THE DATA -
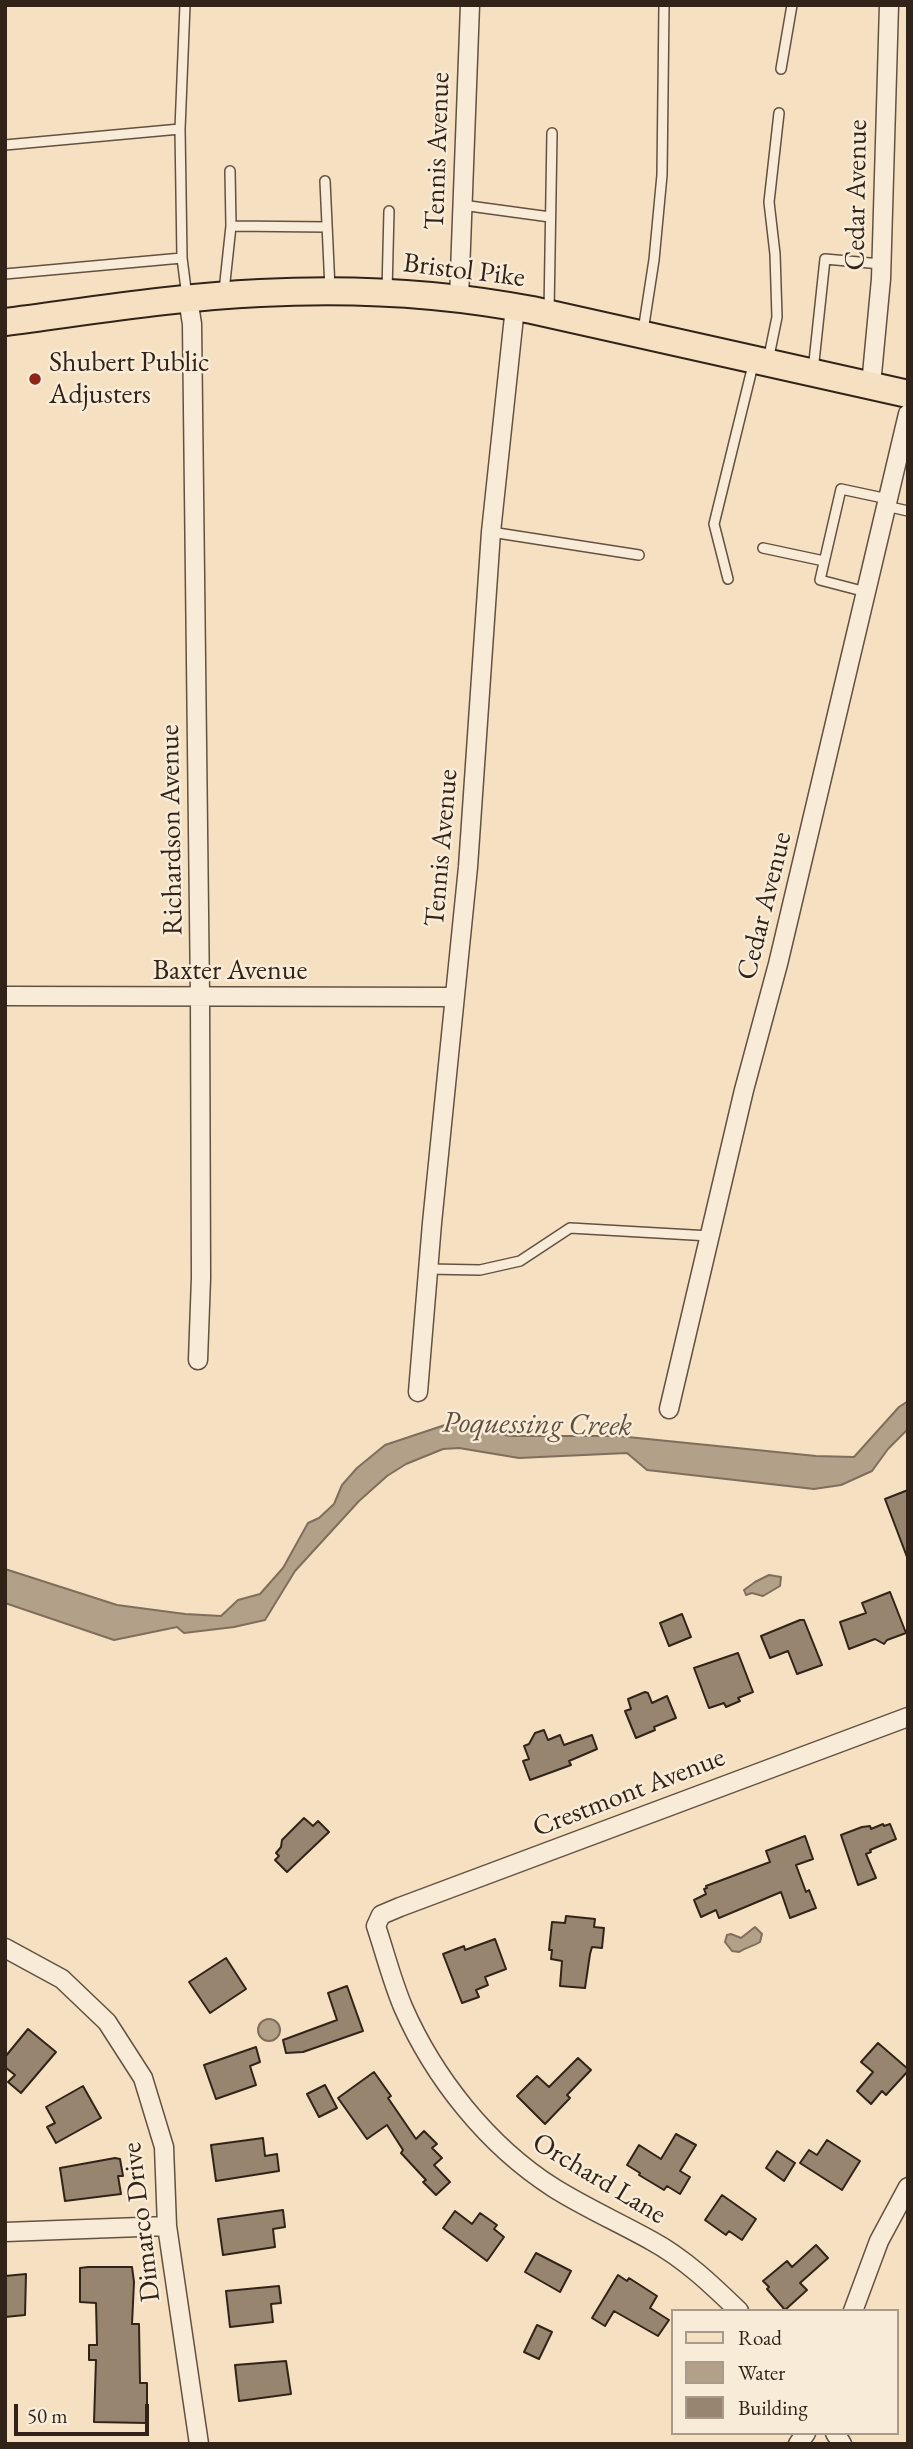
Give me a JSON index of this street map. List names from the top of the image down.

---

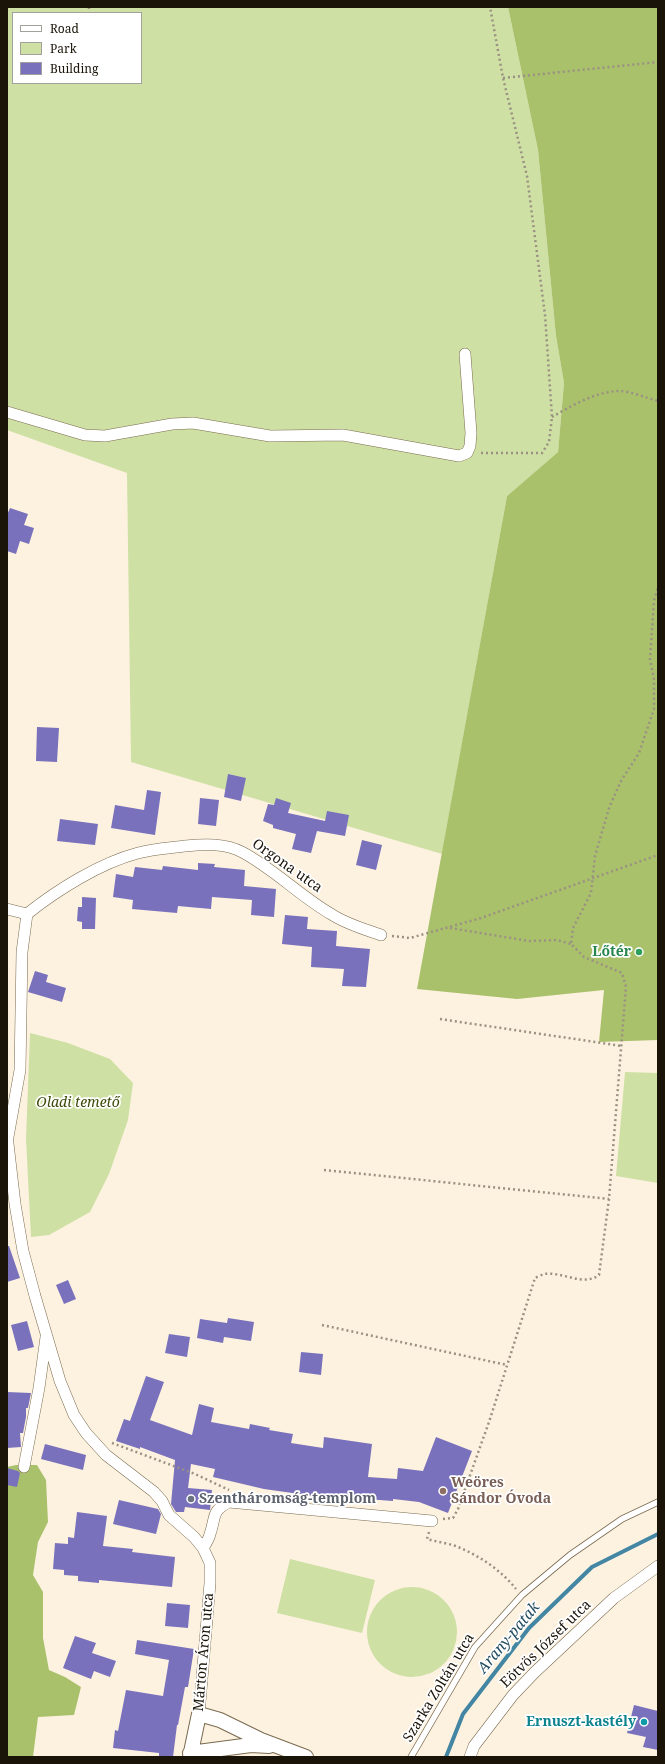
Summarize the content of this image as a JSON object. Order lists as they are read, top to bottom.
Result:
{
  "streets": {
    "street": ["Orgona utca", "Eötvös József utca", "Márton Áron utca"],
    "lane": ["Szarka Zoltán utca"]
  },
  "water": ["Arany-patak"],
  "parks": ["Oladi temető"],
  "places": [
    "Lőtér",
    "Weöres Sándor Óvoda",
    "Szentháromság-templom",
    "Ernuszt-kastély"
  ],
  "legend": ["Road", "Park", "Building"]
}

WHAT IS EXPECTED - Count every line in the data that contains the word "this", then give that count and nothing else.

PROBLEM SOLUTION - 2